As I was tired of always using some custom C program using libgsf to dump each of the doc files I was studying before viewing it in Vim, I decided to add some Vim configuration for it to do it automatically. This post will explain how to do that.

In your .vimrc file, add the following line:

autocmd BufReadCmd *.doc,*.xls,*.ppt exe ":silent 1,$!gsf-dump %" | setlocal buftype=nofile

This is calling a script gsf-dump on the currently edited file, replaces the buffer content by the dump result and tells the buffer that its not showing a file. This last part will avoid you to writer the dump in the original file. The gsf-dump program was first a custom C application using libgsf, but I replaced it by a bash script to simplify the installation for you. On openSUSE 11.2, you need to install the libgsf package (the name may vary for other distributions).
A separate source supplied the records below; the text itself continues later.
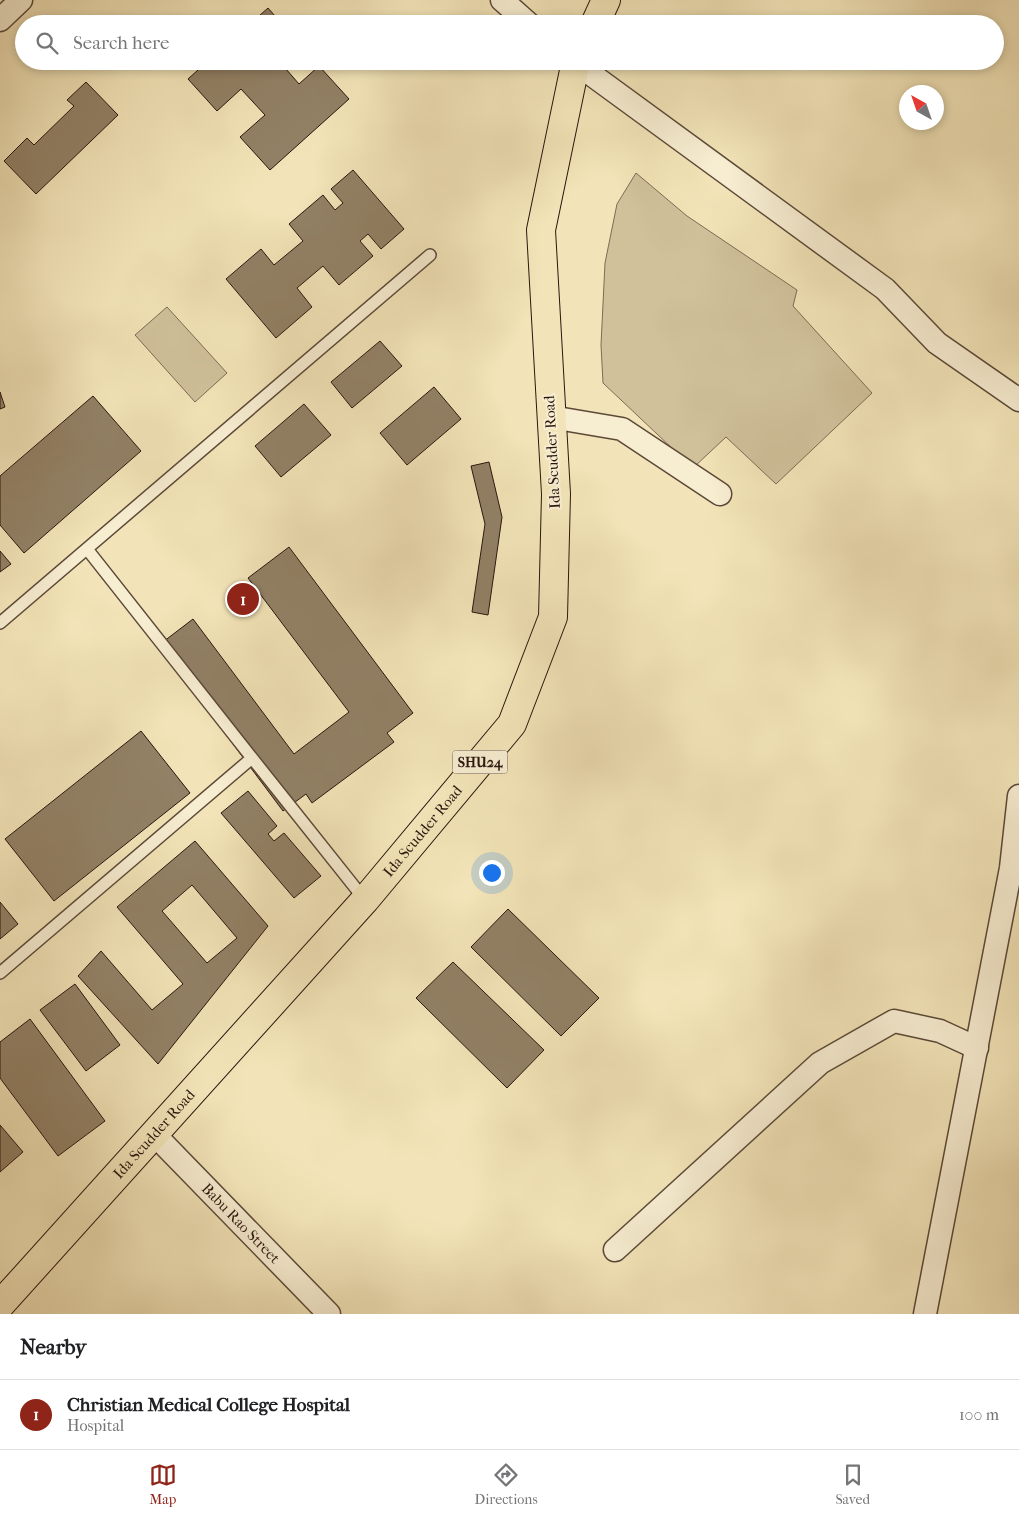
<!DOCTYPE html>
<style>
body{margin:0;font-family:"IM FELL French Canon",serif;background:#f2f2f2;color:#202124}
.compass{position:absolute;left:899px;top:85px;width:45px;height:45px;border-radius:50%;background:#fff;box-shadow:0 2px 8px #0003;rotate:320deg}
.you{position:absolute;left:491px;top:872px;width:18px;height:18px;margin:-12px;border:4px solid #fff;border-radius:50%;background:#1a73e8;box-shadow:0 0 0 8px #1a73e833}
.badge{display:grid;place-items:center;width:32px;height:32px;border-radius:50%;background:#8f2418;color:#fff;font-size:16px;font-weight:700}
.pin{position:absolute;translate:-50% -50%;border:2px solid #fff;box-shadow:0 1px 5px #0006}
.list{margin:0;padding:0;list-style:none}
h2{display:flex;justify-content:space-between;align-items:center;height:65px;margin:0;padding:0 20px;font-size:21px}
h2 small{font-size:16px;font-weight:400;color:#757577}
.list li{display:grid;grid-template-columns:32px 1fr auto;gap:15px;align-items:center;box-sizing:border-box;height:70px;padding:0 20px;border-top:1px solid #e0e0e0}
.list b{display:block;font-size:19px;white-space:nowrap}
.list p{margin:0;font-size:16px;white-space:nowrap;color:#757577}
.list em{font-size:16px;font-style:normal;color:#757577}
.icon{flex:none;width:28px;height:28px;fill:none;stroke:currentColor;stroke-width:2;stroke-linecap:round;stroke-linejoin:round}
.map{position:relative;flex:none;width:1019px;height:1314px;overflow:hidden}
.search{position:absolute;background:#fff;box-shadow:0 2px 8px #0003;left:15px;right:15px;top:15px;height:55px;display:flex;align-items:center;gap:12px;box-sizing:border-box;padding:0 18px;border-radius:28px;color:#757577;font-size:19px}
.sheet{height:135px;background:#fff}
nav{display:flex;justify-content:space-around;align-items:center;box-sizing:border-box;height:70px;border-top:1px solid #e0e0e0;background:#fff;font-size:14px;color:#757577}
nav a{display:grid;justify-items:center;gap:2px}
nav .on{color:#8f2418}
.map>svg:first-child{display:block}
.green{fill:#d0c19b;stroke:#7d6b54}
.building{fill:#928166;stroke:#2a150e;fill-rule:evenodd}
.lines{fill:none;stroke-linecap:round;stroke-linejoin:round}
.lane-casing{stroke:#5c4938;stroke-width:14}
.street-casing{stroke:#5c4938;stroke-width:25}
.primary-casing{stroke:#2a150e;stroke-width:30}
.lane{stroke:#f7edd1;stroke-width:11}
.street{stroke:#f7edd1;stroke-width:22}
.primary{stroke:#f2e4b8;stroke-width:28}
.labels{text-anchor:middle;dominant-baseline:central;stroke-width:4;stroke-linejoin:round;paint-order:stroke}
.shield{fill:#f7edd1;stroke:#685648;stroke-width:1}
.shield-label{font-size:14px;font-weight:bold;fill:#2a150e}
.street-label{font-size:15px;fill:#2a150e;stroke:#f7edd1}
</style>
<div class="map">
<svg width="1019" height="1314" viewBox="0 0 1019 1314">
<rect width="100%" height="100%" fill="#f2e4b8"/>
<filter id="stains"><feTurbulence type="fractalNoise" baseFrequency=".004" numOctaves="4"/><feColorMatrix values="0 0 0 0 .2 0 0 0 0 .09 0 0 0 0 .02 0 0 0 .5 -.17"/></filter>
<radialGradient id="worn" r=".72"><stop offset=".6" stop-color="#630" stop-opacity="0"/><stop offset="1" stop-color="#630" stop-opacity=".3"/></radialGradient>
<path class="green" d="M636,173L687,216L797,290L793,306L872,393L776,484L726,437L693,468L603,383L601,345L605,263L617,204Z
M167,307L227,373L195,402L135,335Z"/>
<path class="building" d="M268,8L282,24H250Z
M208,61H279L299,84L319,66L349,99L270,170L240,137L265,115L241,89L217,111L188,79Z
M86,82L118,115L36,194L4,161L27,138L34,145L74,106L67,100Z
M353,170L404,229L381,249L368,234L360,241L373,256L339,285L323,266L297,288L312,307L276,338L226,279L261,249L274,265L303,241L289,224L323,195L335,210L343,203L331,189Z
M380,341L402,366L352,408L331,382Z
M434,387L461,419L407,465L380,433Z
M0,392L5,407L0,409Z
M93,396L141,451L24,553L0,525V476Z
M304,404L331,435L281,477L255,446Z
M489,462L502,517L488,615L472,612L485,524L471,466Z
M289,547L413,713L387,733L394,742L312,803L306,794L283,811L159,645L193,619L294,754L349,712L248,578Z
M0,551L11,564L0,572Z
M141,731L190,793L54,901L5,839Z
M248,791L277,826L268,834L274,841L284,833L321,876L294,898L221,813Z
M195,841L268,926L158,1064L78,976L101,951L152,1010L183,984L117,907ZM192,885L237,938L207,963L162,911Z
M0,902L18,924L0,939Z
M508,909L599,998L561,1036L471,947Z
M453,962L544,1050L507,1088L416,998Z
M75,984L120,1045L86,1071L40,1010Z
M30,1019L105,1121L58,1156L0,1078V1042Z
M0,1125L23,1152L0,1172Z"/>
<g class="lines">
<g class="lane-casing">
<path id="lane" d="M0,623L430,255
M252,758L365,900
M0,973L252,758L87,549"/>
</g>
<g class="street-casing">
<g id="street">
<path d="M502,0L529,24"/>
<path d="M0,20L21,0"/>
<path d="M573,61L885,289L937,343L1019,400"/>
<path d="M551,417L622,429L720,494"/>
<path id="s1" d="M153,1133L329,1314"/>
<path d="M615,1250L820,1063L894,1021L940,1031L977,1048"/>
<path d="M925,1314L1011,868L1019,796"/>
</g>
</g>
<g class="primary-casing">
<g id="primary">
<path d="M595,24L606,0"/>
<path id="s2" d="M0,1305L365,900L512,724L553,617L556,494L541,230L576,61"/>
</g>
</g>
<use href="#lane" class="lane"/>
<use href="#street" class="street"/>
<use href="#primary" class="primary"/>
</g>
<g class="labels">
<rect class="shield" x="452.5" y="750.5" width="55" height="23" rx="4"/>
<g class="shield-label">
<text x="480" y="762">SHU24</text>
</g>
<g class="street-label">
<text transform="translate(552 452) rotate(-93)">Ida Scudder Road</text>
<text stroke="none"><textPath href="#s2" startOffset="635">Ida Scudder Road</textPath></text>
<text stroke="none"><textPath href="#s2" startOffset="230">Ida Scudder Road</textPath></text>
<text stroke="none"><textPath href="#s1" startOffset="126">Babu Rao Street</textPath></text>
</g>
</g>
<rect width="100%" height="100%" filter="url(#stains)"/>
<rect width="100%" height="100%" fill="url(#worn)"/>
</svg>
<svg class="compass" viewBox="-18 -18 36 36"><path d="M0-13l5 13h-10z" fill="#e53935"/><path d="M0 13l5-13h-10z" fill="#757577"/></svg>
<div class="you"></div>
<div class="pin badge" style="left:243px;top:599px">1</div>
<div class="search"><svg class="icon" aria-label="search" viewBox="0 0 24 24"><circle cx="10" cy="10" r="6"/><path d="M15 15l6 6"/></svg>Search here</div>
</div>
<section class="sheet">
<h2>Nearby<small></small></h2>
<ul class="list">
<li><span class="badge">1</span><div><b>Christian Medical College Hospital</b><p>Hospital</p></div><em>100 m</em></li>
</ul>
</section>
<nav>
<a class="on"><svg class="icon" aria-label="map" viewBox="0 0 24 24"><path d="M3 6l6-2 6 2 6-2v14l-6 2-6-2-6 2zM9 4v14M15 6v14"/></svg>Map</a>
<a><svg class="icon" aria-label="directions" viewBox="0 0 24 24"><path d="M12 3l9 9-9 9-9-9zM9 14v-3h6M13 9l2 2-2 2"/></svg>Directions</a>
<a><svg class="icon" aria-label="saved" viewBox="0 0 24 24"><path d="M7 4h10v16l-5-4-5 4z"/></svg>Saved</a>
</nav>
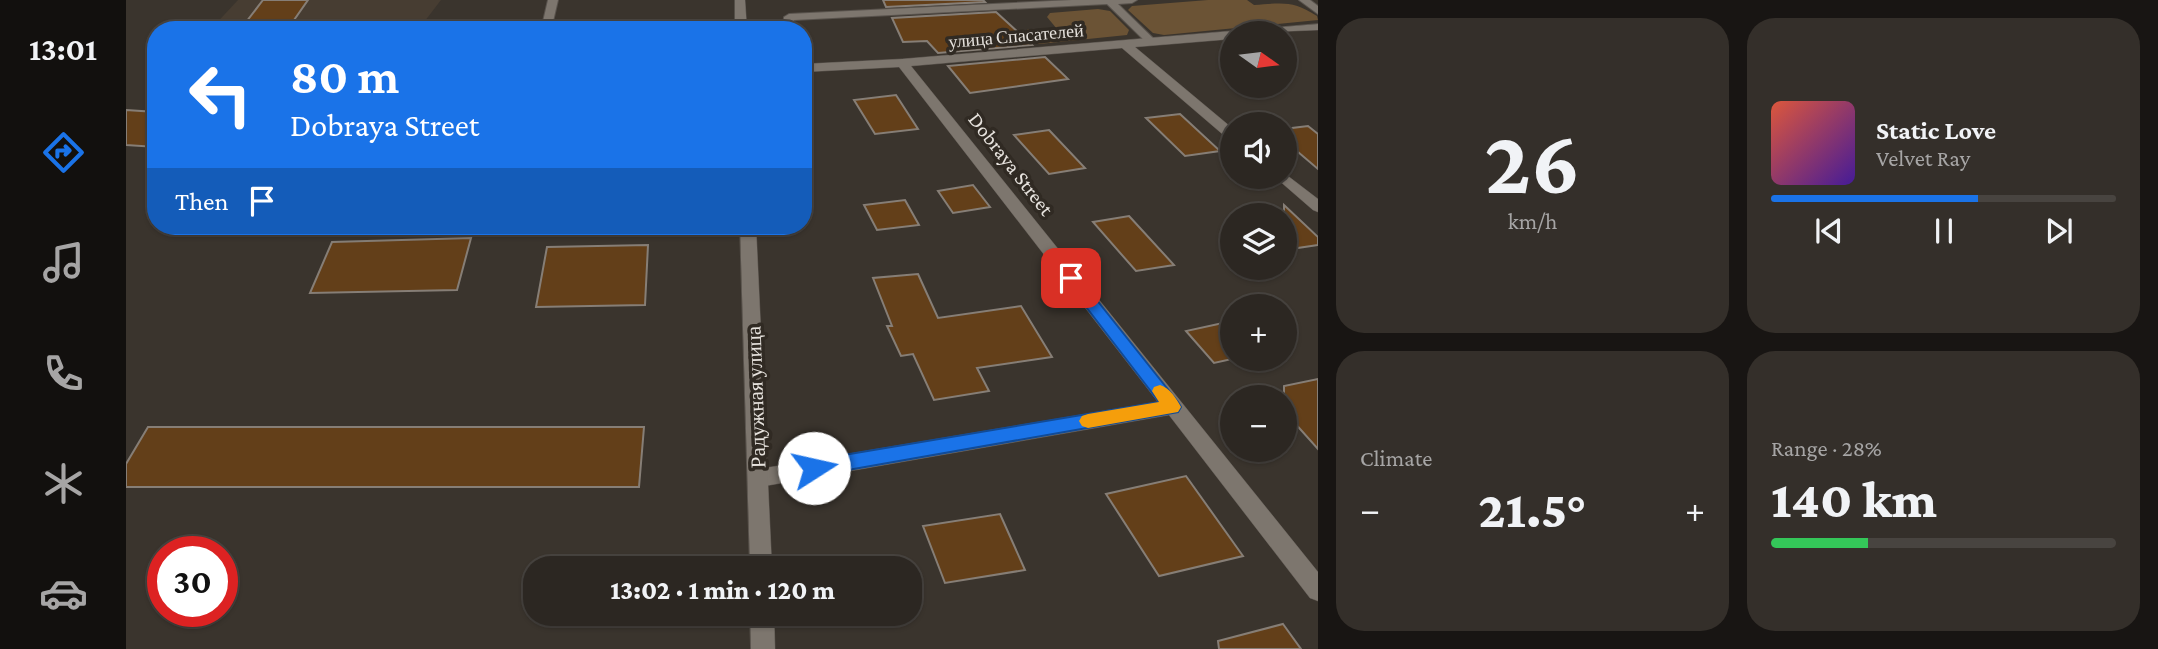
<!DOCTYPE html>
<meta charset="utf-8">
<style>
:root{--surface:#2c2722;--page:#342f2a;--text:#f1f3f6;--muted:#a6a5a5;--line:#484440;--accent:#1a73e8}
body{margin:0;font-family:"Crimson Pro",serif;background:var(--page);color:var(--text);height:100vh;display:flex;flex-direction:column;font-size:26px;white-space:nowrap}
*{box-sizing:border-box;margin:0}
p{font-size:23px;color:var(--muted)}
.icon{flex:none;width:38px;height:38px;fill:none;stroke:currentColor;stroke-width:2;stroke-linecap:round;stroke-linejoin:round}
.map{position:relative;flex:1;overflow:hidden}
.sheet{display:flex;flex-direction:column;gap:18px;padding:18px;background:#181513;width:840px}
.sheet>*{flex:none}
.hud{position:absolute;left:21px;top:21px;width:665px;height:214px;border-radius:28px;box-shadow:0 2px 5px #0004,0 0 0 2px var(--line);background:#1a73e8;color:#fff;overflow:hidden}
.needle{width:46px;rotate:104deg}
.buttons{position:absolute;left:1094px;top:21px;display:grid;gap:14px}
.buttons a{display:grid;place-items:center;width:77px;height:77px;border-radius:50%;background:var(--surface);box-shadow:0 2px 5px #0004,0 0 0 2px var(--line);font-size:35px}
.speed{position:absolute;left:21px;top:536px;display:flex;gap:14px;font-size:35px;font-weight:700;text-align:center}
.speed>*{display:grid;place-content:center;width:91px;height:91px;border-radius:50%;background:var(--surface);box-shadow:0 2px 5px #0004,0 0 0 2px var(--line);line-height:1}
.speed .limit{border:10px solid #d22;background:#fff;color:#111}
.pin{position:absolute;display:grid;place-items:center;width:60px;height:60px;color:#fff;margin:-30px;border-radius:14px;box-shadow:0 4px 10px #0006}
.me{position:absolute;width:77px;margin:-38px;rotate:80deg;stroke-linejoin:round;filter:drop-shadow(0 0 5px #0008)}
.turn{display:flex;align-items:center;gap:24px;height:147px;padding:0 28px;font-size:32px}
.turn .icon{width:91px;height:91px;stroke-width:2.5}
.turn b{display:block;font-size:49px;line-height:60px}
.then{display:flex;align-items:center;height:66px;padding:0 28px;background:#0003;gap:14px;font-size:26px}
.big{font-size:52px;font-weight:800;line-height:1.1}
.sheet .tile{flex:1;display:flex;flex-direction:column;justify-content:center;gap:10px;min-width:0;padding:0 24px;border-radius:28px;background:var(--page)}
.sheet .dial{align-items:center;gap:0}
.dial b{font-size:91px;line-height:1}
.song{display:flex;align-items:center;gap:21px}
.cover{width:84px;height:84px;border-radius:10px;background:linear-gradient(135deg,hsl(10 70% 55%),hsl(260 70% 35%))}
.played{height:7px;border-radius:4px;background:linear-gradient(90deg,var(--accent) 60%,var(--line) 60%)}
.keys{display:flex;justify-content:space-around;direction:ltr}
.heat{display:flex;justify-content:space-between;align-items:center;font-size:38px;direction:ltr}
.charge{height:10px;border-radius:5px;background:linear-gradient(90deg,#34c759 28%,var(--line) 0)}
.sheet .tiles{flex:1;display:grid;gap:18px;grid-template-columns:repeat(2,1fr)}
.trip{position:absolute;left:397px;top:556px;width:399px;height:70px;border-radius:28px;background:var(--surface);box-shadow:0 2px 5px #0004,0 0 0 2px var(--line);font-weight:800;line-height:70px;text-align:center}
main{display:flex;flex:1;min-height:0}
.tabs{display:flex;flex-direction:column;width:126px;justify-content:space-around;align-items:center;background:#12100e;color:var(--muted)}
.tabs .icon{width:49px;height:49px}
.tabs .active{color:var(--accent)}
.tabs b{font-size:32px;color:var(--text)}
.map>svg:first-child{display:block}
.built{fill:#473d32}
.green{fill:#6b5335}
.building{fill:#633f19;stroke:#867e76;stroke-width:2}
.lines{fill:none;stroke-linecap:round;stroke-linejoin:round}
.service-casing{stroke:#59534d;stroke-width:2}
.minor-casing{stroke:#59534d;stroke-width:1}
.tertiary-casing{stroke:#59534d;stroke-width:1}
.service{fill:#7d766e;fill-rule:evenodd}
.minor{fill:#7d766e;fill-rule:evenodd}
.tertiary{fill:#7d766e;fill-rule:evenodd}
.route{fill:#1a73e8;stroke:#114b97;stroke-width:2}
.slow{fill:#f59e0b}
.labels{text-anchor:middle;stroke-width:7;stroke-linejoin:round;paint-order:stroke}
.far-street-label{font-size:18px;fill:#e6e2dd;stroke:#302a23}
.street-label{font-size:21px;fill:#e6e2dd;stroke:#302a23}
</style>
<main>
<nav class="tabs">
<b>13:01</b>
<svg class="icon active" aria-label="directions" viewBox="0 0 24 24"><path d="M12 3l9 9-9 9-9-9zM9 14v-3h6M13 9l2 2-2 2"/></svg>
<svg class="icon" aria-label="music" viewBox="0 0 24 24"><path d="M9 18V5l10-2v13"/><circle cx="6" cy="18" r="3"/><circle cx="16" cy="16" r="3"/></svg>
<svg class="icon" aria-label="phone" viewBox="0 0 24 24"><path d="M5 4h4l2 5-3 2q2 4 5 5l2-3 5 2v4C11 20 4 13 5 4z"/></svg>
<svg class="icon" aria-label="climate" viewBox="0 0 24 24"><path d="M12 3v18M4 7l16 10M4 17L20 7"/></svg>
<svg class="icon" aria-label="car" viewBox="0 0 24 24"><path d="M5 17H2v-5l4-1 3-4h7l3 4 3 1v5h-3M9 17h6M6 11h13"/><circle cx="7" cy="17" r="2"/><circle cx="17" cy="17" r="2"/></svg>
</nav>
<div class="map">
<svg width="1192" height="649" viewBox="0 0 1192 649">
<rect width="100%" height="100%" fill="#3a342d"/>
<!-- built -->
<path class="built" d="M112,0H315L292,30H84Z"/>
<!-- green -->
<path class="green" d="M1082,0H1121L1128,5C1156,3 1167,0 1191,16L1192,20L1038,35L1027,33L1002,10L1006,6Z
M972,9L984,11L1003,30L1001,35L913,44L905,42L912,41L901,29H909L918,38L936,35L921,17L924,13Z"/>
<!-- building -->
<path class="building" d="M137,0H182L161,30H114Z
M757,0H857L859,2L760,7Z
M870,12L906,45L812,53L801,41L777,42L766,18Z
M919,57L942,79L844,93L822,66Z
M770,95L792,129L749,134L728,100Z
M0,110L30,112V147L0,145Z
M1054,114L1094,151L1059,156L1020,118Z
M1182,126L1192,134V169L1158,140V129Z
M923,130L959,168L923,174L888,135Z
M847,185L864,207L827,213L812,191Z
M779,200L793,225L751,230L738,205Z
M1158,205L1192,237V245L1158,250Z
M1003,216L1048,265L1010,271L967,222Z
M345,238L331,290L184,293L206,242Z
M522,245L519,305L410,307L421,247Z
M792,274L812,318L895,306L926,357L851,368L863,391L808,400L787,354L775,356L761,326H766L747,278Z
M1106,321V359L1088,363L1060,331Z
M1192,379V449L1158,411V386Z
M22,427H518L513,487H0V464Z
M1060,476L1117,556L1033,576L980,494Z
M874,514L899,570L819,583L797,526Z
M1157,624L1175,649H1093L1092,641Z"/>
<g class="lines">
<defs>
<path id="service" d="M422,0H432L425,30H415Z
M946,0H1011L1006,3L992,4L1031,42L1022,44L981,4L668,20L667,30H657L658,17L663,14Z
M1173,0H1184L1192,6V14Z"/>
<path id="minor" d="M1192,24V30L1116,33L1122,30Z
M1106,31L1111,33H1106V39L1009,47L1106,128V139L1101,138L996,48L785,66L1192,572V601L1184,598L1043,415L633,487L626,484L623,478L626,472L633,469L1032,402L773,67L677,72V64L776,59Z
M1158,173L1192,199V212L1187,210L1149,177H1158Z"/>
<path id="tertiary" d="M609,0H619L621,30H609Z
M614,226H630L646,569H624Z
M624,614H648L649,649H625Z"/>
</defs>
<!-- service casing -->
<use href="#service" class="service-casing"/>
<!-- minor casing -->
<use href="#minor" class="minor-casing"/>
<!-- tertiary casing -->
<use href="#tertiary" class="tertiary-casing"/>
<!-- service -->
<use href="#service" class="service"/>
<!-- minor -->
<use href="#minor" class="minor"/>
<!-- tertiary -->
<use href="#tertiary" class="tertiary"/>
</g>
<!-- route -->
<path class="route" d="M945,273L950,274L1052,402L1055,407L1052,412L688,476L682,474L679,468L682,463L688,460L1033,402L940,281L937,278L940,274Z"/>
<!-- slow -->
<path class="slow" d="M1034,385C1044,388 1050,398 1055,407L1052,412L962,428L956,426L953,421L956,416L962,414L1033,402L1026,391L1028,387Z"/>
<g class="labels">
<!-- far-street labels -->
<g class="far-street-label">
<text transform="translate(890 36) rotate(-5)" y="6">улица Спасателей</text>
</g>
<!-- street labels -->
<g class="street-label">
<text transform="translate(885 164) rotate(52)" y="7">Dobraya Street</text>
<text transform="translate(630 397) rotate(-92)" y="7">Радужная улица</text>
</g>
</g>
</svg>
<div class="buttons">
<a><svg class="needle" viewBox="-14 -14 28 28"><path d="M0-13l5 13h-10z" fill="#e53935"/><path d="M0 13l5-13h-10z" fill="#a6a5a5"/></svg></a>
<a><svg class="icon" aria-label="sound" viewBox="0 0 24 24"><path d="M4 9h4l5-4v14l-5-4H4zM17 9q2 3 0 6"/></svg></a>
<a><svg class="icon" aria-label="layers" viewBox="0 0 24 24"><path d="M12 4l9 5-9 5-9-5zM3 14l9 5 9-5"/></svg></a>
<a>+</a>
<a>−</a>
</div>
<div class="speed"><div class="limit">30</div></div>
<div class="pin" style="left:945px;top:278px;background:#d93025"><svg class="icon" aria-label="arrive" viewBox="0 0 24 24"><path d="M6 21V4h12l-3 4 3 4H6"/></svg></div>
<svg class="me" style="left:688px;top:468px" viewBox="-20 -20 40 40"><circle r="19" fill="#fff"/><path d="M0-13L10 11 0 6-10 11z" fill="#1a73e8"/></svg>
<div class="trip">13:02 · 1 min · 120 m</div>
<div class="hud">
<div class="turn"><svg class="icon" aria-label="left" viewBox="0 0 24 24"><path d="M17 20v-9H6M10 6l-5 5 5 5"/></svg><div><b>80 m</b>Dobraya Street</div></div>
<div class="then">Then<svg class="icon" aria-label="arrive" viewBox="0 0 24 24"><path d="M6 21V4h12l-3 4 3 4H6"/></svg></div>
</div>
</div>
<section class="sheet">
<div class="tiles">
<div class="tile dial"><b>26</b><p>km/h</p></div>
<div class="tile">
<div class="song"><i class="cover"></i><div><b>Static Love</b><p>Velvet Ray</p></div></div>
<div class="played"></div>
<div class="keys"><svg class="icon" aria-label="previous" viewBox="0 0 24 24"><path d="M18 5L8 12l10 7zM5 5v14"/></svg><svg class="icon" aria-label="pause" viewBox="0 0 24 24"><path d="M8 5v14M16 5v14"/></svg><svg class="icon" aria-label="next" viewBox="0 0 24 24"><path d="M6 5l10 7-10 7zM19 5v14"/></svg></div>
</div>
<div class="tile"><p>Climate</p>
<div class="heat"><a>−</a><b class="big">21.5°</b><a>+</a></div>
</div>
<div class="tile"><p>Range · 28%</p><b class="big">140 km</b><div class="charge"></div></div>
</div>
</section>
</main>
Here is the shell script to name gsf-dump:

#!/bin/bash

if [[ $# != 1 ]]
then
    echo "$0 FILE"
    echo " FILE is the GSF archive to dump"
    exit 1
fi

gsf list $1 | while read -r typ sz name
do
    if [[ "$typ" == "f" ]]
    then
        gsf dump $1 $name
    fi
done

Now you can use directly vim file.doc or vim -d file1.doc file2.doc to inspect the doc files.